___ Material shown ___

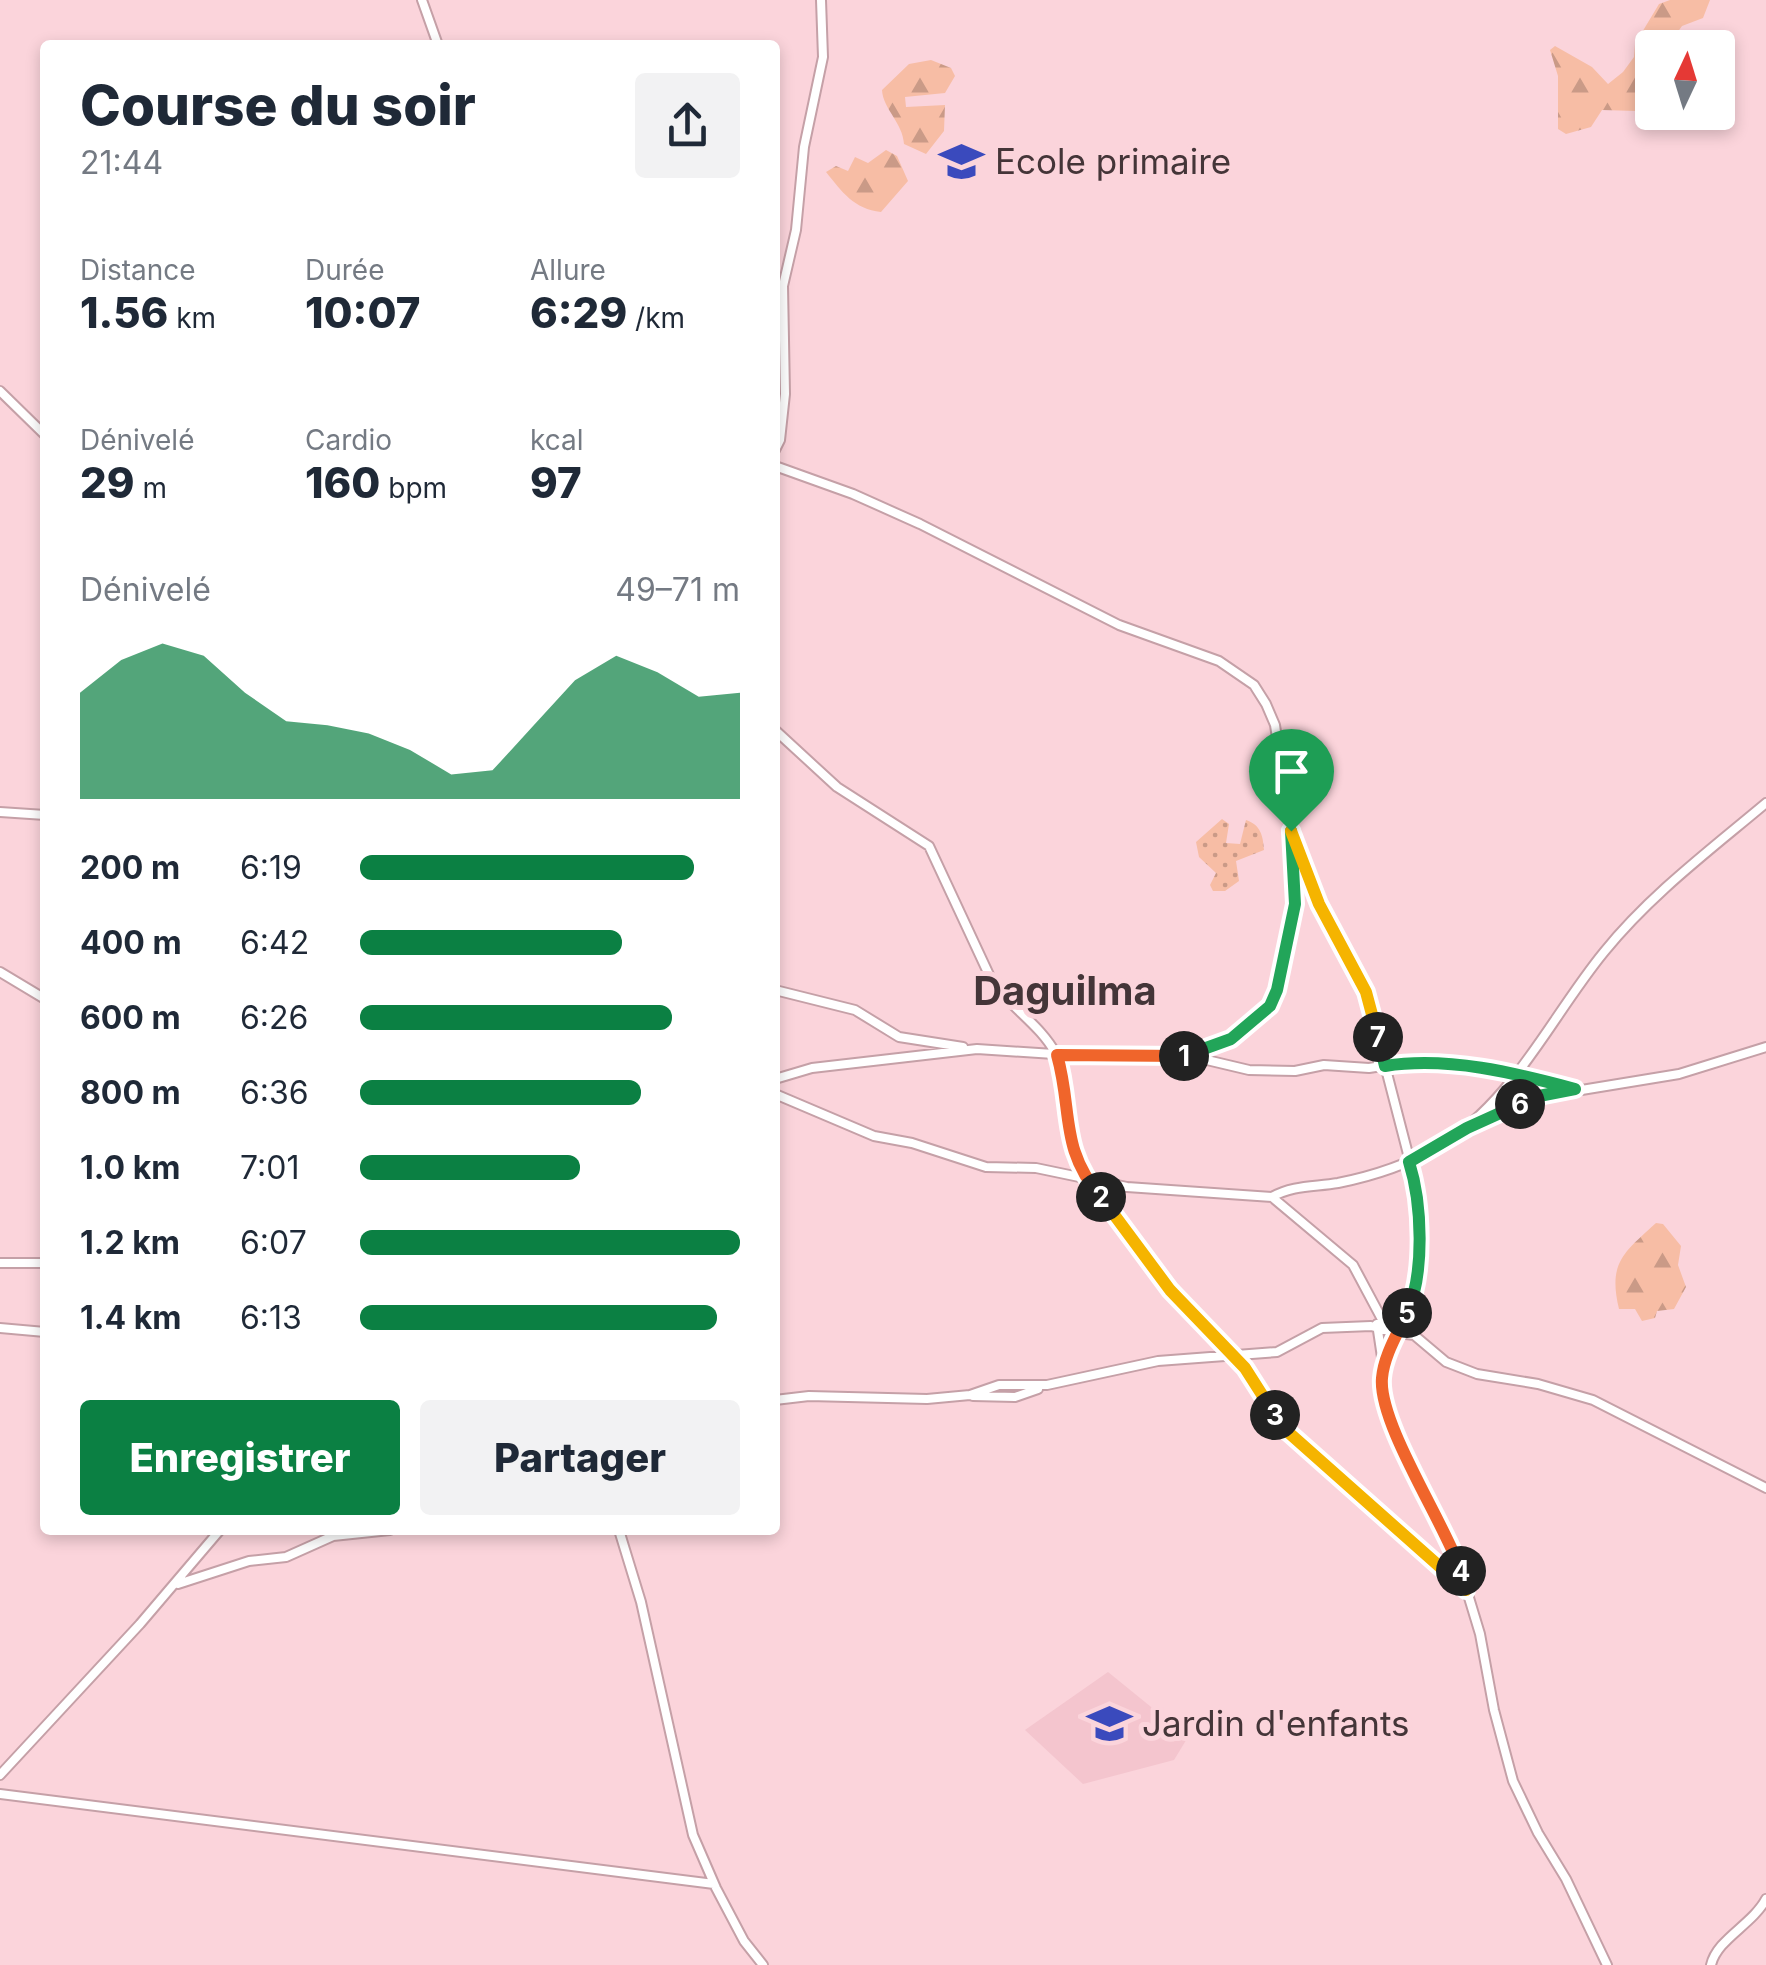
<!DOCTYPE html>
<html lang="fr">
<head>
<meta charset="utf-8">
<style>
	body { margin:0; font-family:Inter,sans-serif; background:#f2f2f3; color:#1f2937; height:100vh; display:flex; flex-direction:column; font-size:38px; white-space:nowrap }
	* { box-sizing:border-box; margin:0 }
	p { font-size:32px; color:#747a83 }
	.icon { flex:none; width:55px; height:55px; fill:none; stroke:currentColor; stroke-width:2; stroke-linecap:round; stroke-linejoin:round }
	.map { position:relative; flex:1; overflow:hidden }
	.drawer { position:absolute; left:40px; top:40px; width:740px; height:1495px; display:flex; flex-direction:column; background:#fff; border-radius:10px; box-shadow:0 5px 15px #0003 }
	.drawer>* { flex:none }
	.needle { width:65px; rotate:4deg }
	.controls { position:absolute; left:1635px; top:30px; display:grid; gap:20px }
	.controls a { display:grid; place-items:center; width:100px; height:100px; border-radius:10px; background:#fff; box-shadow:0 5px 15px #0003; font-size:50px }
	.pin { position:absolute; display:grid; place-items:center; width:85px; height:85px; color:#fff; margin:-102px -42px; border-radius:50% 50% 50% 0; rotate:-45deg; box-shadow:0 0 10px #0007 }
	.pin .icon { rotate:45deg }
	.km { position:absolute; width:50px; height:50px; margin:-25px; border-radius:50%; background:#222; color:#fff; font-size:28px; line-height:50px; text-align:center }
	.round { display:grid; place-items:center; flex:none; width:105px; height:105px; border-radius:10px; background:#f2f2f3 }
	.headline { display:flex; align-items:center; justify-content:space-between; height:170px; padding:0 40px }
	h1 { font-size:55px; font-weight:800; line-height:75px }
	.stats { display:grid; grid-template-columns:repeat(3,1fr); gap:15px; height:170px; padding:10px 40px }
	.stats div { display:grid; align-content:center }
	.stats b { font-size:42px; font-weight:800 }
	.stats small { font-size:28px; font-weight:400 }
	.stats p { font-size:28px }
	.chart { height:280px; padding:20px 40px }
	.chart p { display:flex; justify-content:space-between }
	.chart svg { width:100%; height:180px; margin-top:10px; fill:#0b8043; opacity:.7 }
	.action { display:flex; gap:20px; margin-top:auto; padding:20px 40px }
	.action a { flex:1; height:115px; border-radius:10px; background:#0b8043; color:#fff; font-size:40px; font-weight:800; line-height:115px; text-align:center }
	.action a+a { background:#f2f2f3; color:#1f2937 }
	ul { padding:0 40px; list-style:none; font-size:32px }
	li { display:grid; grid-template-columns:160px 120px 1fr; align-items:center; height:75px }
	li i { height:25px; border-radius:12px; background:#0b8043 }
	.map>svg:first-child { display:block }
	.built { fill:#f4c5ce }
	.grass { fill:url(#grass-dots) }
	.forest { fill:url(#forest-firs) }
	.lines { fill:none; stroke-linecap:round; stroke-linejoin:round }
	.minor-casing { stroke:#c5a0a7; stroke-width:12 }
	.minor { stroke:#fff; stroke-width:8 }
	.split-1-casing { stroke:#fff; stroke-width:20 }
	.split-2-casing { stroke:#fff; stroke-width:20 }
	.split-3-casing { stroke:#fff; stroke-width:20 }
	.split-4-casing { stroke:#fff; stroke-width:20 }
	.split-5-casing { stroke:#fff; stroke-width:20 }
	.split-6-casing { stroke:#fff; stroke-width:20 }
	.split-7-casing { stroke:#fff; stroke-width:20 }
	.split-8-casing { stroke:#fff; stroke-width:20 }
	.split-1 { stroke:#22a559; stroke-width:12 }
	.split-2 { stroke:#f0652b; stroke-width:12 }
	.split-3 { stroke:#f5b400; stroke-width:12 }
	.split-4 { stroke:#f5b400; stroke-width:12 }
	.split-5 { stroke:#f0652b; stroke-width:12 }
	.split-6 { stroke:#22a559; stroke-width:12 }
	.split-7 { stroke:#22a559; stroke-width:12 }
	.split-8 { stroke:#f5b400; stroke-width:12 }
	.labels { text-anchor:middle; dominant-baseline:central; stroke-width:10; stroke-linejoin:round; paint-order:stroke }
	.poi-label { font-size:35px; fill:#443538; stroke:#fbd4db; text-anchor:start }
	.quarter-label { font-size:40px; font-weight:bold; fill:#443538; stroke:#fbd4db }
</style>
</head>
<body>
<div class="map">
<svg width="1766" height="1965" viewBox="0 0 1766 1965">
	<defs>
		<pattern id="grass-dots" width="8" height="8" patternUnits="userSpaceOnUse" patternTransform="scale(2.5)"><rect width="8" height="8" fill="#f7bda5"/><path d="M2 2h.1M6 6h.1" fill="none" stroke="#ca9a87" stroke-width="1.8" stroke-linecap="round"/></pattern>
		<pattern id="forest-firs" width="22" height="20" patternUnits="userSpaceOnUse" patternTransform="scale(2.5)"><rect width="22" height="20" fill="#f7bda5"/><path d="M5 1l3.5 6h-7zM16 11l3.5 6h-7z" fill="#ca9a87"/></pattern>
	</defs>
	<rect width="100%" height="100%" fill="#fbd4db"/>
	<path class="built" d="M 1108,1672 L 1188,1737 L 1174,1760 L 1083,1784 L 1025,1730 Z"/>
	<path class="grass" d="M 1222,819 L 1229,824 L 1226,843 L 1240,844 L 1246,820 C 1261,825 1263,836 1264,850 L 1236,861 L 1239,881 L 1225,891 L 1213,891 L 1210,885 L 1216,873 L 1199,857 L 1196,842 Z"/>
	<path class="forest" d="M 1670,0 L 1710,0 L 1703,18 L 1682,26 L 1667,47 L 1652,48 L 1652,71 L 1646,72 L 1652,100 L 1636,111 L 1602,110 L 1591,127 L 1566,134 L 1558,129 L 1558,76 L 1550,50 L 1555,46 L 1592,67 L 1608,84 L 1623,72 L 1634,57 L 1635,44 L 1659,4 Z
		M 931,60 L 951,68 L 955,76 L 945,93 L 905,97 L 906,107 L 945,105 L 944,131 L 926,154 L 904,144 C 903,123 883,109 882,90 L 909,64 Z
		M 886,150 L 897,156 L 908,181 L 881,212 C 854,209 842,192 826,172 L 836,166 L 848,171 L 855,157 L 868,163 Z
		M 1656,1223 L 1663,1224 L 1681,1246 L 1678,1265 L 1686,1287 L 1674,1309 L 1657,1311 L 1655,1318 L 1642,1321 L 1635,1309 L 1619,1309 C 1608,1263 1623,1253 1656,1223 Z"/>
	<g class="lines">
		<defs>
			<path id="minor" d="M 422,0 L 438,45
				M 0,391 L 45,435
				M 775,450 L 780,440 L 785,394 L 783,286 L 796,230 L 804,147 L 823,57 L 821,0
				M 775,466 L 853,494 L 920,524 L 1119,625 L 1219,661 L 1254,685 L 1266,704 L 1275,725 L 1291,831 L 1319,905 L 1366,992 L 1416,1185 L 1418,1266 L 1415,1295 L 1385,1363 L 1382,1381 L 1389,1410 L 1396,1434 L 1450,1541 L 1460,1568 L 1480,1634 L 1494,1710 L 1513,1781 L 1538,1833 L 1566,1879 L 1607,1965
				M 775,730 L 837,787 L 929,846 L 991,979 C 1009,1007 1040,1024 1056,1054 C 1076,1092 1058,1141 1085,1179 C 1094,1191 1106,1202 1115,1214 C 1134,1238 1148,1265 1168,1288 C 1207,1334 1253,1368 1279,1424 L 1463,1586
				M 0,812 L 45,815
				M 0,972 L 45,999
				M 775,990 L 855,1010 L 899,1037 L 963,1047
				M 1190,1056 L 1231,1039 L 1269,1006 L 1277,990 L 1295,904 L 1292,844
				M 775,1079 L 812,1068 L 977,1049 L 1084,1056 L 1190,1056 L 1249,1070 L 1295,1071 L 1324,1065 L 1369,1068 L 1414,1061 L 1516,1073 L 1575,1089
				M 775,1094 L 874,1136 L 912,1143 L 986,1167 L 1036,1168 L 1127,1187 L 1272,1197 L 1353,1265 L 1384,1323 L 1398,1333 L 1414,1335 L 1446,1362 L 1477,1374 L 1538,1384 L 1593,1400 L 1766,1488
				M 1475,1124 L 1539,1097 L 1679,1074 L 1766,1047
				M 1272,1197 C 1293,1185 1315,1187 1338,1183 C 1373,1176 1407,1165 1438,1147 C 1513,1103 1550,1018 1604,952 C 1650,895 1710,850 1766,803
				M 0,1263 L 45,1263
				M 1377,1324 L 1383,1364
				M 0,1328 L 45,1332
				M 973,1396 L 1015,1397 L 1038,1389
				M 775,1400 L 809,1396 L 927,1399 L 970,1395 L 999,1385 L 1047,1385 L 1158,1361 L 1277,1352 L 1322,1328 L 1371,1326 L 1393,1332
				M 619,1530 L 641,1602 L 693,1835 L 716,1888 L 744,1941 L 763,1965
				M 178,1584 L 249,1561 L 286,1557 L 333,1536 L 390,1530
				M 0,1775 L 140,1624 L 220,1530
				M 0,1794 L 714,1884
				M 1711,1965 C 1717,1939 1752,1925 1766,1899"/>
		</defs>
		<use href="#minor" class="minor-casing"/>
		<use href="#minor" class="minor"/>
	</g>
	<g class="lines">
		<defs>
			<path id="split-1" d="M 1184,1056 L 1231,1039 L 1270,1006 L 1277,990 L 1295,904 L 1291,831"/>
			<path id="split-2" d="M 1101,1197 C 1059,1148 1073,1111 1057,1055 L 1184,1056"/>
			<path id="split-3" d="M 1101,1197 L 1170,1290 L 1245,1368 L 1275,1415"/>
			<path id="split-4" d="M 1275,1415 L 1279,1424 L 1466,1590 L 1461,1571"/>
			<path id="split-5" d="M 1407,1313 C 1398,1333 1384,1355 1382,1378 C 1378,1423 1444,1522 1461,1571"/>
			<path id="split-6" d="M 1407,1313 C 1425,1273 1422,1203 1409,1162 L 1467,1128 L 1520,1104"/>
			<path id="split-7" d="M 1378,1037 L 1385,1066 C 1448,1056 1515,1073 1575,1089 L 1539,1096 L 1520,1104"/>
			<path id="split-8" d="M 1291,831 L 1319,904 L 1366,992 L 1378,1037"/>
		</defs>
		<use href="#split-1" class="split-1-casing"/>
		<use href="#split-2" class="split-2-casing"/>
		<use href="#split-3" class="split-3-casing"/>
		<use href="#split-4" class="split-4-casing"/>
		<use href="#split-5" class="split-5-casing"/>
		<use href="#split-6" class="split-6-casing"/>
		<use href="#split-7" class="split-7-casing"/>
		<use href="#split-8" class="split-8-casing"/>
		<use href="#split-1" class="split-1"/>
		<use href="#split-2" class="split-2"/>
		<use href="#split-3" class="split-3"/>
		<use href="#split-4" class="split-4"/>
		<use href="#split-5" class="split-5"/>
		<use href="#split-6" class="split-6"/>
		<use href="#split-7" class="split-7"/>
		<use href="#split-8" class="split-8"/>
	</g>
	<defs>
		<symbol id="school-bare" viewBox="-9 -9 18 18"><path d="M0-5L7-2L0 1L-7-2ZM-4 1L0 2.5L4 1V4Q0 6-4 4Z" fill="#3a4abd" stroke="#fbd4db" stroke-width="2.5" paint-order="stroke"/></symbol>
	</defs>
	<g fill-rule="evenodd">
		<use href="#school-bare" x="930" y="130" width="63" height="63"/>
		<use href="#school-bare" x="1078" y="1692" width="63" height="63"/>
	</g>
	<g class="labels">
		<g class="poi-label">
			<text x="995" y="161">Ecole primaire</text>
			<text x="1142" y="1723">Jardin d'enfants</text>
		</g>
		<g class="quarter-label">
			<text x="1065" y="990">Daguilma</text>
		</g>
	</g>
</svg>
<div class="controls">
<a><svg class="needle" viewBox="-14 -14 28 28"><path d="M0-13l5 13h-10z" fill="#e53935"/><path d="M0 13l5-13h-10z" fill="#747a83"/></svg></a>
</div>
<div class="pin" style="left:1291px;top:831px;background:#1e9e55"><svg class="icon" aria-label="arrive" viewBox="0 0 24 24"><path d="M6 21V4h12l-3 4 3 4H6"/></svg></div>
<b class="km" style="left:1184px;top:1056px">1</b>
<b class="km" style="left:1101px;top:1197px">2</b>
<b class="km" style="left:1275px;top:1415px">3</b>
<b class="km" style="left:1461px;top:1571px">4</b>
<b class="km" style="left:1407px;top:1313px">5</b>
<b class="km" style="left:1520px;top:1104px">6</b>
<b class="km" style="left:1378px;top:1037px">7</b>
<section class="drawer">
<div class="headline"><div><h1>Course du soir</h1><p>21:44</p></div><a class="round"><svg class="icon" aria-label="share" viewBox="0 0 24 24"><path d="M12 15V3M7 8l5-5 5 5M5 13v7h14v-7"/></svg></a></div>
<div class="stats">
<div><p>Distance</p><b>1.56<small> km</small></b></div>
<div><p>Durée</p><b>10:07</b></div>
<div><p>Allure</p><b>6:29<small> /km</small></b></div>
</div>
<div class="stats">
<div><p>Dénivelé</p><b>29<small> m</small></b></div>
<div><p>Cardio</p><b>160<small> bpm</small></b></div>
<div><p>kcal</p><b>97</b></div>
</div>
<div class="chart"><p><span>Dénivelé</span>49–71 m</p>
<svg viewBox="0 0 160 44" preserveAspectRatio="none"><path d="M0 44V18L10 10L20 6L30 9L40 18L50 25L60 26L70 28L80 32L90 38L100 37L110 26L120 15L130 9L140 13L150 19L160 18V44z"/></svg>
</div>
<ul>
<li><b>200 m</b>6:19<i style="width:88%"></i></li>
<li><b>400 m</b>6:42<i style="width:69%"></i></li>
<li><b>600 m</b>6:26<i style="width:82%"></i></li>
<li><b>800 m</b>6:36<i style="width:74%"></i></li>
<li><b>1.0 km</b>7:01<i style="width:58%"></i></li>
<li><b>1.2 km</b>6:07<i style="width:100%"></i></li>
<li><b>1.4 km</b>6:13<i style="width:94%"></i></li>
</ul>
<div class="action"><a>Enregistrer</a><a>Partager</a></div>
</section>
</div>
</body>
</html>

___

- Assigned task: Using only the entries above, output the line with "position:absolute; left:1635px; top:30px;", the line with "height:280px; padding:20px 40px", and all lines between them, exactly as they stand.

- Finished task:
	.controls { position:absolute; left:1635px; top:30px; display:grid; gap:20px }
	.controls a { display:grid; place-items:center; width:100px; height:100px; border-radius:10px; background:#fff; box-shadow:0 5px 15px #0003; font-size:50px }
	.pin { position:absolute; display:grid; place-items:center; width:85px; height:85px; color:#fff; margin:-102px -42px; border-radius:50% 50% 50% 0; rotate:-45deg; box-shadow:0 0 10px #0007 }
	.pin .icon { rotate:45deg }
	.km { position:absolute; width:50px; height:50px; margin:-25px; border-radius:50%; background:#222; color:#fff; font-size:28px; line-height:50px; text-align:center }
	.round { display:grid; place-items:center; flex:none; width:105px; height:105px; border-radius:10px; background:#f2f2f3 }
	.headline { display:flex; align-items:center; justify-content:space-between; height:170px; padding:0 40px }
	h1 { font-size:55px; font-weight:800; line-height:75px }
	.stats { display:grid; grid-template-columns:repeat(3,1fr); gap:15px; height:170px; padding:10px 40px }
	.stats div { display:grid; align-content:center }
	.stats b { font-size:42px; font-weight:800 }
	.stats small { font-size:28px; font-weight:400 }
	.stats p { font-size:28px }
	.chart { height:280px; padding:20px 40px }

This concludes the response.